Si nous suivons le raisonnement de Westmoreland ce renfort paraît se justifier. L’échec de l’offensive du Têt, a complètement désorganisé et fait fuir les forces du Viêt-cong. Comme le déclare Westmoreland : « We are now  in a new ball game that present a situation of great opportunity. »[19] Il faut bien réaliser que la demande de Westmoreland ne vaut que si l’administration est prête  à poursuivre l’ennemi jusque dans le Nord. Dans le cas contraire, Westmoreland n’exige aucun renfort : « What I told Wheeler was, that if the strategy was going to change, I could justifiy 200 000 additional troops in the war zone, But if the strategy was not changed, major reinforcements would not be necessary ».[20]

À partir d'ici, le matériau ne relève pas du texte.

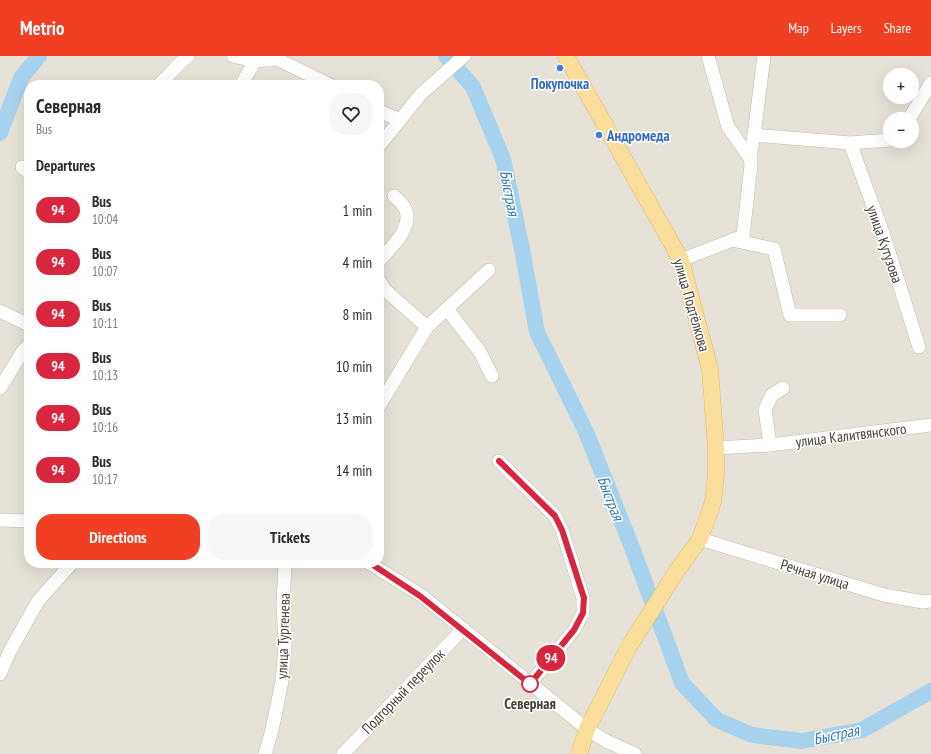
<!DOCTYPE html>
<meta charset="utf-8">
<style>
:root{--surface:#fff;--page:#f7f7f7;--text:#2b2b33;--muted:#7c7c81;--accent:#f03f22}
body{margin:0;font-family:"PT Sans Narrow",sans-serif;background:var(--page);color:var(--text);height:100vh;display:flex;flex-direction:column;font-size:15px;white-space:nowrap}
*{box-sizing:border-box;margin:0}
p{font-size:13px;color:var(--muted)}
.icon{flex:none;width:22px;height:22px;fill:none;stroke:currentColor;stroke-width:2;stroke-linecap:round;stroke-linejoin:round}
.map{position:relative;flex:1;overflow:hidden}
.panel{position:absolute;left:24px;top:24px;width:360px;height:488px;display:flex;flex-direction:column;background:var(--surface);border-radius:16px;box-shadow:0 4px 16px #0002}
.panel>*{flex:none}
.badge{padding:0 8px;border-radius:13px;font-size:14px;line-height:26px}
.controls{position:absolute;left:883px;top:12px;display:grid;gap:8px}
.controls a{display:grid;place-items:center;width:36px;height:36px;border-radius:50%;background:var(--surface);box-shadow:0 4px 16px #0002;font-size:20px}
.map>.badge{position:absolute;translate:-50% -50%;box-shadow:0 0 0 2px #fff}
h2{padding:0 12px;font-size:15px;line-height:36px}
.round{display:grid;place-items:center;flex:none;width:42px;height:42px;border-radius:16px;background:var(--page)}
.summary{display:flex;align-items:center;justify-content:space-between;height:68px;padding:0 12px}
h1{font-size:19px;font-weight:700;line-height:30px}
.action{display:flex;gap:8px;margin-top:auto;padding:8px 12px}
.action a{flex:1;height:46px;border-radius:16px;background:var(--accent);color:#fff;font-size:16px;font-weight:700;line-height:46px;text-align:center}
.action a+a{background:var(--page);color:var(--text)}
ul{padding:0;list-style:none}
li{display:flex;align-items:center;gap:12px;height:52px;padding:0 12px}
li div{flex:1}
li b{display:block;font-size:15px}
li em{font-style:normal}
li .badge{min-width:44px;font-weight:700;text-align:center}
header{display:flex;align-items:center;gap:24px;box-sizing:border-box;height:56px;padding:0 20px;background:var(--accent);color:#fff}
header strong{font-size:19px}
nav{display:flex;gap:22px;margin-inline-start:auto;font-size:14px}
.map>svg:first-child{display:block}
.residential{fill:#e7e2d7;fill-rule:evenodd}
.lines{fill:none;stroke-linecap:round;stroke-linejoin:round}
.river{stroke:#a7d2ed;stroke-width:16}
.minor-casing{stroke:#c1baae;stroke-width:14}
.major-casing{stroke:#dfba6b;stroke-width:17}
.minor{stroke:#fff;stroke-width:13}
.major{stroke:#fade9b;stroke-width:16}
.line-casing{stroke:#fff;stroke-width:9}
.line{stroke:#d7263d;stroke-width:6}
.shop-dot{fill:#3f7fe0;stroke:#fff;stroke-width:1.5}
.stop-dot{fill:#fff;stroke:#d7263d;stroke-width:2}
.labels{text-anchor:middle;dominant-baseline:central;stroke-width:3;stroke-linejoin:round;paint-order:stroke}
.shop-label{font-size:15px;font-weight:bold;fill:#366cbe;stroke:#fff}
.street-label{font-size:15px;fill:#474037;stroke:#fff}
.stop-label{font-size:15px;font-weight:bold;fill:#474037;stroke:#fff}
.water-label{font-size:16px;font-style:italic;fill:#357cae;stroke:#fff}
</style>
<header>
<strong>Metrio</strong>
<nav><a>Map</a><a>Layers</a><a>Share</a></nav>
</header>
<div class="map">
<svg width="931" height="698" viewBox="0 0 931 698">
<rect width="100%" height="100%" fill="#f3f0e8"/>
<path class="residential" d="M0 0H931V698H0ZM890 19H912V41H890ZM29 29H379V507H29ZM890 63H912V85H890Z"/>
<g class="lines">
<g class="river">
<path d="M446 0 473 31 503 103 522 193 537 276 586 376 633 494 682 627 717 664 752 679 802 685 862 674 931 635"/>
<path d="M0 77 21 22 39 0"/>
</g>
<defs>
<g id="minor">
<path d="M233 0 255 5 277 3 330 29"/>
<path d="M159 29 181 6 188 0"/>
<path d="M241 29 255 5"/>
<path d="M379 55 400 64"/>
<path d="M909 63 931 27"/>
<path d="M754 79 764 0"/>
<path d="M850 87 883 177 919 291"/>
<path d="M379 90 421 38 464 0"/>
<path d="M750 102 754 79 850 87 890 84"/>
<path d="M22 111 29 117"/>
<path d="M732 184 774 193 790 259H840"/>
<path d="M681 204 743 180 751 109 750 102 728 71 708 0"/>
<path d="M379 205C390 192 412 174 406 154 404 149 398 144 394 140"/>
<path d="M379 224 384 233 427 271"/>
<path d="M447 253 480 296 492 320"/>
<path d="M0 255 29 269"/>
<path d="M0 332 23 295 29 289"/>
<path d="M379 350 427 271 489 214"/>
<path d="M770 389 765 353 772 339 783 332"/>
<path d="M716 392 770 389 931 369"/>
<path d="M499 405 555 460 562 474 583 542V557L574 574 530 628"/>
<path d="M0 464 29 465"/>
<path d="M700 483 884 539 923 546 931 545"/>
<path d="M369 507 421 539 587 673 606 685 635 698"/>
<path d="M0 618 10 595 38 545 72 507"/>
<path d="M265 698 272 674 282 625 285 588 283 550 285 507"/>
<path d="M343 698 463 573"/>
</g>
<path id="major" d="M566 0 681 204 710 313 716 392V419L713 446 700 483 676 516 630 589 587 673 579 698"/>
</defs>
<use href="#minor" class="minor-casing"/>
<use href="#major" class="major-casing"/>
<use href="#minor" class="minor"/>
<use href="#major" class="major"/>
</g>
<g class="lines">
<defs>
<path id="line" d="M370 507 420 540 530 628 574 574 583 557 584 542 562 474 555 460 499 405"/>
</defs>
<use href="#line" class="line-casing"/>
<use href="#line" class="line"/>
</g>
<g class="shop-dot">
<circle cx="560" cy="12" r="4"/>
<circle cx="599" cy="79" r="4"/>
</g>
<circle class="stop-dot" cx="530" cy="628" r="8"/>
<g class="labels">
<g class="shop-label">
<text x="560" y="27">Покупочка</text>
<text x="607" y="79" text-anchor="start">Андромеда</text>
</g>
<g class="street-label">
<text transform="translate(885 188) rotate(71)">улица Кутузова</text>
<text transform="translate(692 249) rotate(74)">улица Подтёлкова</text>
<text transform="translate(851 379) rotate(-7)">улица Калитвянского</text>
<text transform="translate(815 518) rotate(17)">Речная улица</text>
<text transform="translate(283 580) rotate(-88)">улица Тургенева</text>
<text transform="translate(403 635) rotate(-46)">Подгорный переулок</text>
</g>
<g class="stop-label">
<text x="530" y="647">Северная</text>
</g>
<g class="water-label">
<text transform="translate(510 137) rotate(79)">Быстрая</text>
<text transform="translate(611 442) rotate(69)">Быстрая</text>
<text transform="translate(836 678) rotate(-12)">Быстрая</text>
</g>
</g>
</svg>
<div class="controls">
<a>+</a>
<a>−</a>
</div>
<b class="badge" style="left:551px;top:602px;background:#d7263d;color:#fff">94</b>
<section class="panel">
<div class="summary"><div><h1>Северная</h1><p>Bus</p></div><a class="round"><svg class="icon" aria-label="heart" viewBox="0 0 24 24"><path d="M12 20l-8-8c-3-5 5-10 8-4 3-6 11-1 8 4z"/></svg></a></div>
<h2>Departures</h2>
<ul>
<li><span class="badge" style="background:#d7263d;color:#fff">94</span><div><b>Bus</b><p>10:04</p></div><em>1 min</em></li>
<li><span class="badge" style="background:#d7263d;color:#fff">94</span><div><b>Bus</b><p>10:07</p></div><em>4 min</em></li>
<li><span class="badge" style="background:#d7263d;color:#fff">94</span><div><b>Bus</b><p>10:11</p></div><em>8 min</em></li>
<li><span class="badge" style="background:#d7263d;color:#fff">94</span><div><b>Bus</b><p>10:13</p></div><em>10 min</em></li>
<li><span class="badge" style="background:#d7263d;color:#fff">94</span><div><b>Bus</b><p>10:16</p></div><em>13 min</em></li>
<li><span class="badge" style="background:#d7263d;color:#fff">94</span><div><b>Bus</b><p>10:17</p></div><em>14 min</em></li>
</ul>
<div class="action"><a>Directions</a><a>Tickets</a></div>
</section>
</div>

Wheeler, voulant également obtenir les renforts, décrit l’offensive du Têt comme étant comparable à la bataille de Gettysburg (= la chute de Saigon étant proche). Wheeler sait que les raisons des renforts – poursuivre et neutraliser l’armée nord-viêtnamienne en déroute – ne seront jamais acceptées par les civils et militaires à Washington. Aussi afin d’obtenir les renforts, il va décrire la situation sur place comme étant catastrophique, estimant cette politique la meilleure pour obtenir les renforts.  Wheeler considère qu’il est préférable  d’obtenir d’abord les renforts et qu’ensuite il sera encore possible de discuter de la nouvelle stratégie[21] de Westmoreland : « Troops, not strategy was the stronger talking point »[22]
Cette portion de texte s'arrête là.